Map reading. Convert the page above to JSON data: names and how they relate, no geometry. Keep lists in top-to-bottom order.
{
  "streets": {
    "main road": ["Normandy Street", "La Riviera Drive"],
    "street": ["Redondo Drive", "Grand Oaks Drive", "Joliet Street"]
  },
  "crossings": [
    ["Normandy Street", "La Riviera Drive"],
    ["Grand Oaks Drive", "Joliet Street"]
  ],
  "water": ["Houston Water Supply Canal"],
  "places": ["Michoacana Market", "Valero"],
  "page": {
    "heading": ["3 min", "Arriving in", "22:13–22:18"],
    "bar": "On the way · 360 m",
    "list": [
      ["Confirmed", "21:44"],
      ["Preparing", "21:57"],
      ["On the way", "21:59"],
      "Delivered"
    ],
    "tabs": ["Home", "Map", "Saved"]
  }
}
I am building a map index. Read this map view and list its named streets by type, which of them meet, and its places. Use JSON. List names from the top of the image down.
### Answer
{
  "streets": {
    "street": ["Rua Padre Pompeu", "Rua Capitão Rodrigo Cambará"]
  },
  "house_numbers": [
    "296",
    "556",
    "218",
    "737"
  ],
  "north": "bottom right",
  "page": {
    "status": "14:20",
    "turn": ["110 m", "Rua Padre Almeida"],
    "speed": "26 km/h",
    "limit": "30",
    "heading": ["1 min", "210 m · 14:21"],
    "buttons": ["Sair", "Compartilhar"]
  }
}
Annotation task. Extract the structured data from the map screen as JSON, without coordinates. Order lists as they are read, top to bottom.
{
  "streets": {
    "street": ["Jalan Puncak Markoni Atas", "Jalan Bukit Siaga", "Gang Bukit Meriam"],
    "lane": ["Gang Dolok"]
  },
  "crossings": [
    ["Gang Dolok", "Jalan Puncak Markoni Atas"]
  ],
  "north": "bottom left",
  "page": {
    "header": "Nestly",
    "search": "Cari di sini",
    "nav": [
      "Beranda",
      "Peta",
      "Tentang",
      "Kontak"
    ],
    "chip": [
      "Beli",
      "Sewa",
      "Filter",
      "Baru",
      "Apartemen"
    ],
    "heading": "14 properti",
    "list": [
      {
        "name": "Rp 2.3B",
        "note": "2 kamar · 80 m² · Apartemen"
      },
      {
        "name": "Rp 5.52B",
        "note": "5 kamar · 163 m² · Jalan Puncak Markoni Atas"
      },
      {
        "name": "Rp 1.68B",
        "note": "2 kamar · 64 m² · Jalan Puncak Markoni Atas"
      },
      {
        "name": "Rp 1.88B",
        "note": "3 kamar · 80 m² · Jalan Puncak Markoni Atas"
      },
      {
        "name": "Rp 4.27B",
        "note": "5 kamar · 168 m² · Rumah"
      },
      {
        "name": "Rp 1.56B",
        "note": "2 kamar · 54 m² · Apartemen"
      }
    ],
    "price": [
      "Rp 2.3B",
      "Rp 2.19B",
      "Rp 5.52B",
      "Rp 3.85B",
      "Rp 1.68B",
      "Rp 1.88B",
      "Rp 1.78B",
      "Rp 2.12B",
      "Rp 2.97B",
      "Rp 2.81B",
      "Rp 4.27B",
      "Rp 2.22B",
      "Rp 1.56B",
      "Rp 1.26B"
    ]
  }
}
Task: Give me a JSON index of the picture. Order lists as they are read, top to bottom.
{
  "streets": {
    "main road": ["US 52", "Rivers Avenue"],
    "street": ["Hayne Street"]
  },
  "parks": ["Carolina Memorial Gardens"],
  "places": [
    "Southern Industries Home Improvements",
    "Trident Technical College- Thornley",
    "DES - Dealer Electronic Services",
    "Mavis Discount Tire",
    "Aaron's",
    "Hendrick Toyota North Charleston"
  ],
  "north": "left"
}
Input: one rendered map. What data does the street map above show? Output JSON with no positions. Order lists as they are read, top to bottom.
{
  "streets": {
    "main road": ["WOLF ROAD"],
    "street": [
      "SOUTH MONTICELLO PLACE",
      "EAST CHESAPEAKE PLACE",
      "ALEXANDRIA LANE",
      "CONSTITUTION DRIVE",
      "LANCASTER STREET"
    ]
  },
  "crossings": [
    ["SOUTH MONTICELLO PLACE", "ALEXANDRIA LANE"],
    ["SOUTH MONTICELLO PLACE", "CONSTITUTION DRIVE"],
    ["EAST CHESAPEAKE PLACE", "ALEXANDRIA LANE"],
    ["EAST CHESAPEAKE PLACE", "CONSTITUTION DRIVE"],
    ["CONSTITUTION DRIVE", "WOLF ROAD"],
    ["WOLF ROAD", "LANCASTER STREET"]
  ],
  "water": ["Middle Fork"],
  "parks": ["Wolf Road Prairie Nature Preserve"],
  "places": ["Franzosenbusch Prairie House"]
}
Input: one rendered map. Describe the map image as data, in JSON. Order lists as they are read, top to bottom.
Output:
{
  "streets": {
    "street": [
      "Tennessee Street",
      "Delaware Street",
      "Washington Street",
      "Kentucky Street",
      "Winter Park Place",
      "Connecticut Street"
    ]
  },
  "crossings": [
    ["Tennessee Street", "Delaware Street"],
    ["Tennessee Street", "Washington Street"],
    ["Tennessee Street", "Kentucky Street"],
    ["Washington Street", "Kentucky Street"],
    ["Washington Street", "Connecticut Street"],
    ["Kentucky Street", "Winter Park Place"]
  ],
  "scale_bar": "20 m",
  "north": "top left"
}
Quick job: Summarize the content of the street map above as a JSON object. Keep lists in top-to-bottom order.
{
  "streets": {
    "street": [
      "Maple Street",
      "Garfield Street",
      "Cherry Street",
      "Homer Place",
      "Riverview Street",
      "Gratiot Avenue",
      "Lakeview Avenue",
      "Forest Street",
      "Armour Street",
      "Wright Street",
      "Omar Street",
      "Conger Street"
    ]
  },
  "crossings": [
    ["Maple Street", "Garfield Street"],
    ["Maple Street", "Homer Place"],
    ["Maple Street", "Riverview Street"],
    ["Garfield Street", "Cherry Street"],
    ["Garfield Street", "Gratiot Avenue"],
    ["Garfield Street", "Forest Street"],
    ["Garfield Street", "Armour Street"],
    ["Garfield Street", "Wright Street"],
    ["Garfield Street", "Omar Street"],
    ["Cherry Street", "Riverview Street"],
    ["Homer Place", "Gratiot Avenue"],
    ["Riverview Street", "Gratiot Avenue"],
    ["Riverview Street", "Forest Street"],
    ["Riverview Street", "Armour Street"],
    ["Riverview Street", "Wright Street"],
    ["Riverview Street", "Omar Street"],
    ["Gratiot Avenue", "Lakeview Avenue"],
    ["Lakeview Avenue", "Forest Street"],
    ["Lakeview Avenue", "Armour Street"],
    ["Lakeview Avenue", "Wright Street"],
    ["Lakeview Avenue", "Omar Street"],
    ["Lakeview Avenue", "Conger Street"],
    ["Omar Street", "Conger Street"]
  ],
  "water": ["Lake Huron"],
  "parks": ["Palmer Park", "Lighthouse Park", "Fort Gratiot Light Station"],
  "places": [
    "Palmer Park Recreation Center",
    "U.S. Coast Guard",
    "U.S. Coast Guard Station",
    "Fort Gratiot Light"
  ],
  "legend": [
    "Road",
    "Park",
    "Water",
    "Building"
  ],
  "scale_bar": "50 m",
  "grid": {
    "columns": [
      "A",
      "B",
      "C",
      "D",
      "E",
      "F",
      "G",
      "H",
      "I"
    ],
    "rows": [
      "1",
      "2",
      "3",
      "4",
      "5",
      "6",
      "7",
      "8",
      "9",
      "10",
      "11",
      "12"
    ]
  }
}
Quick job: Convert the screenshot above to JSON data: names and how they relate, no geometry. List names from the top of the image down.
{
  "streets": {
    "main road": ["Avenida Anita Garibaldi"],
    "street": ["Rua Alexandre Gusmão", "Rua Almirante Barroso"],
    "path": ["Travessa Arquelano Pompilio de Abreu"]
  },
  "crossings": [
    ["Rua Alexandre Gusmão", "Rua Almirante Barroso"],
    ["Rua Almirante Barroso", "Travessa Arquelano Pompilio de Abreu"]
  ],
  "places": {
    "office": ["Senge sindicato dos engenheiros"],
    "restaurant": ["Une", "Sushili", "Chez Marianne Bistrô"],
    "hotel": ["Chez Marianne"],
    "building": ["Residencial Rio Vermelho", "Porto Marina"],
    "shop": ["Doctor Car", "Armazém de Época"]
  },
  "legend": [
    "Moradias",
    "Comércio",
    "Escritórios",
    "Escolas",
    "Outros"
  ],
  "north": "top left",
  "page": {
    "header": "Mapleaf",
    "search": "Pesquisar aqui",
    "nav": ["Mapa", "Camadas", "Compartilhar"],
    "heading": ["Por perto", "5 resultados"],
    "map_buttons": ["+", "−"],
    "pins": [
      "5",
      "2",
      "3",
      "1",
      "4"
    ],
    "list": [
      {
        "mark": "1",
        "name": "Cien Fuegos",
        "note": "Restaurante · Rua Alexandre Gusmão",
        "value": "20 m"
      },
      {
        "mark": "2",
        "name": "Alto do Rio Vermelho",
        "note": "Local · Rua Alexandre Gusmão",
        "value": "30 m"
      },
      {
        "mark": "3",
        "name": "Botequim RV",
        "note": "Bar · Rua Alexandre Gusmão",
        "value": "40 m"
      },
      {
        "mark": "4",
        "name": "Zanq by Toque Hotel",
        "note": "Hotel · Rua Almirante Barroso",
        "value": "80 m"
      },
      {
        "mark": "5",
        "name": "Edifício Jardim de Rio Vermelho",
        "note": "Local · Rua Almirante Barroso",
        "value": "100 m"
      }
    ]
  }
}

= Work task =
From the opening line of the data above through the line that contains "I am building", please print each line as it stands and only those lines.

= Task answer =
Map reading. Convert the page above to JSON data: names and how they relate, no geometry. Keep lists in top-to-bottom order.
{
  "streets": {
    "main road": ["Normandy Street", "La Riviera Drive"],
    "street": ["Redondo Drive", "Grand Oaks Drive", "Joliet Street"]
  },
  "crossings": [
    ["Normandy Street", "La Riviera Drive"],
    ["Grand Oaks Drive", "Joliet Street"]
  ],
  "water": ["Houston Water Supply Canal"],
  "places": ["Michoacana Market", "Valero"],
  "page": {
    "heading": ["3 min", "Arriving in", "22:13–22:18"],
    "bar": "On the way · 360 m",
    "list": [
      ["Confirmed", "21:44"],
      ["Preparing", "21:57"],
      ["On the way", "21:59"],
      "Delivered"
    ],
    "tabs": ["Home", "Map", "Saved"]
  }
}
I am building a map index. Read this map view and list its named streets by type, which of them meet, and its places. Use JSON. List names from the top of the image down.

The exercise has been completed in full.